TASK INSTRUCTIONS: Retype the data that follows line by line, exactly, and leave its pictures out.

INFORMATION SHOWN: Begin

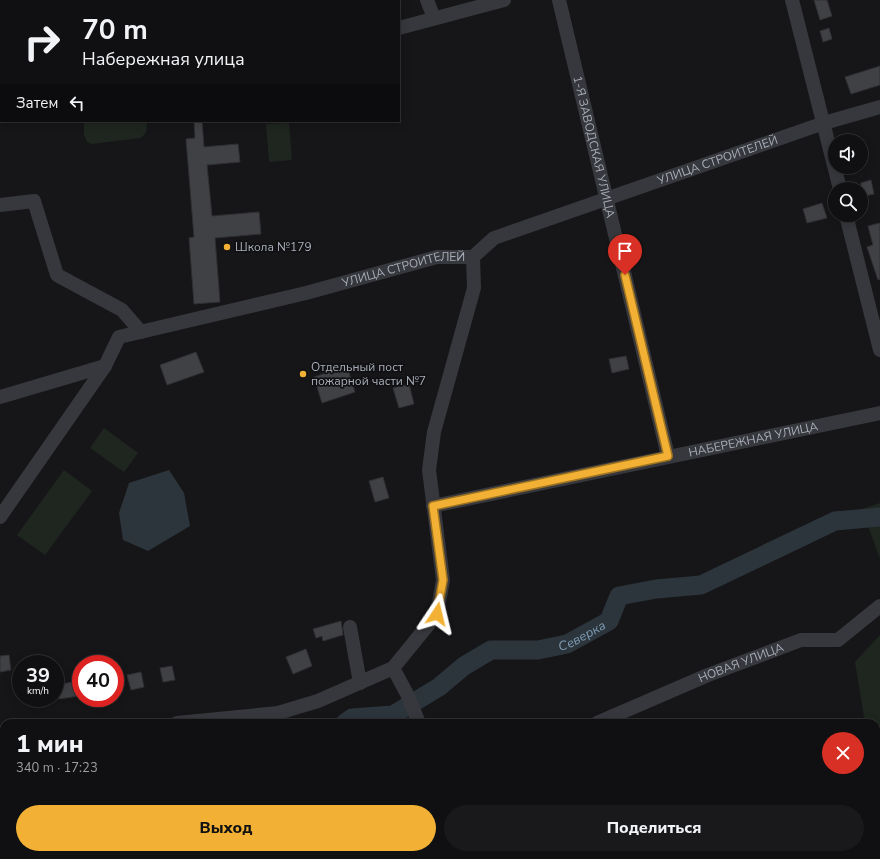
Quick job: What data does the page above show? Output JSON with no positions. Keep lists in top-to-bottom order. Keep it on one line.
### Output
{"streets":{"street":["1-Я ЗАВОДСКАЯ УЛИЦА","УЛИЦА СТРОИТЕЛЕЙ","НАБЕРЕЖНАЯ УЛИЦА","НОВАЯ УЛИЦА"]},"crossings":[["1-Я ЗАВОДСКАЯ УЛИЦА","УЛИЦА СТРОИТЕЛЕЙ"],["1-Я ЗАВОДСКАЯ УЛИЦА","НАБЕРЕЖНАЯ УЛИЦА"]],"water":["Северка"],"places":["Школа №179","Отдельный пост пожарной части №7"],"page":{"turn":["70 m","Набережная улица"],"then":"Затем","speed":"39 km/h","limit":"40","heading":["1 мин","340 m · 17:23"],"buttons":["Выход","Поделиться"]}}
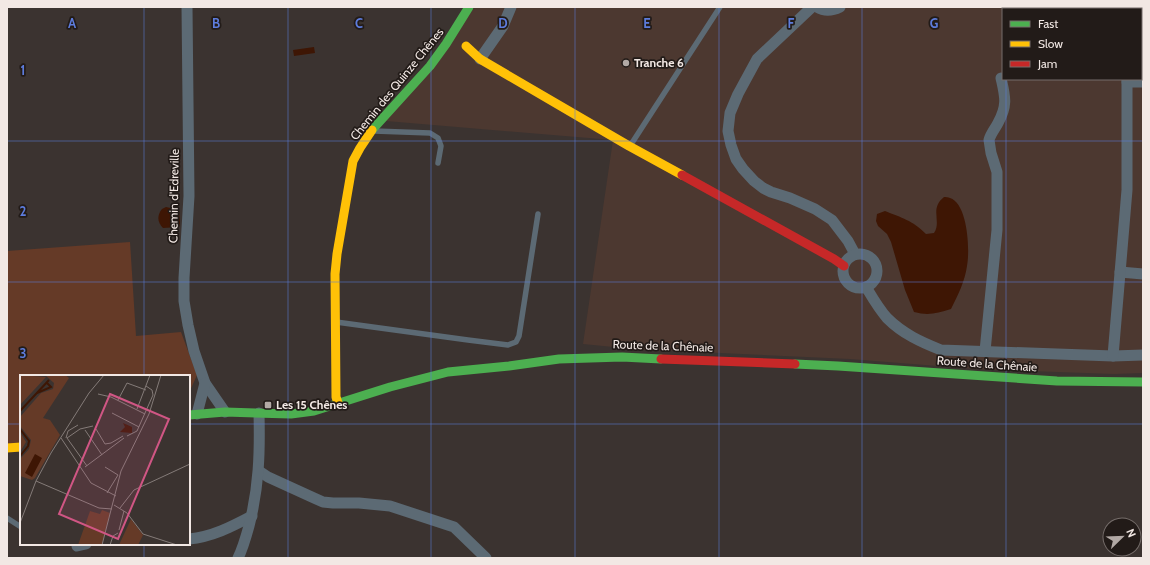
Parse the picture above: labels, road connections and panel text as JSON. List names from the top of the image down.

INFORMATION SHOWN: End

EXPECTED ANSWER:
Quick job: What data does the page above show? Output JSON with no positions. Keep lists in top-to-bottom order. Keep it on one line.
### Output
{"streets":{"street":["1-Я ЗАВОДСКАЯ УЛИЦА","УЛИЦА СТРОИТЕЛЕЙ","НАБЕРЕЖНАЯ УЛИЦА","НОВАЯ УЛИЦА"]},"crossings":[["1-Я ЗАВОДСКАЯ УЛИЦА","УЛИЦА СТРОИТЕЛЕЙ"],["1-Я ЗАВОДСКАЯ УЛИЦА","НАБЕРЕЖНАЯ УЛИЦА"]],"water":["Северка"],"places":["Школа №179","Отдельный пост пожарной части №7"],"page":{"turn":["70 m","Набережная улица"],"then":"Затем","speed":"39 km/h","limit":"40","heading":["1 мин","340 m · 17:23"],"buttons":["Выход","Поделиться"]}}
Parse the picture above: labels, road connections and panel text as JSON. List names from the top of the image down.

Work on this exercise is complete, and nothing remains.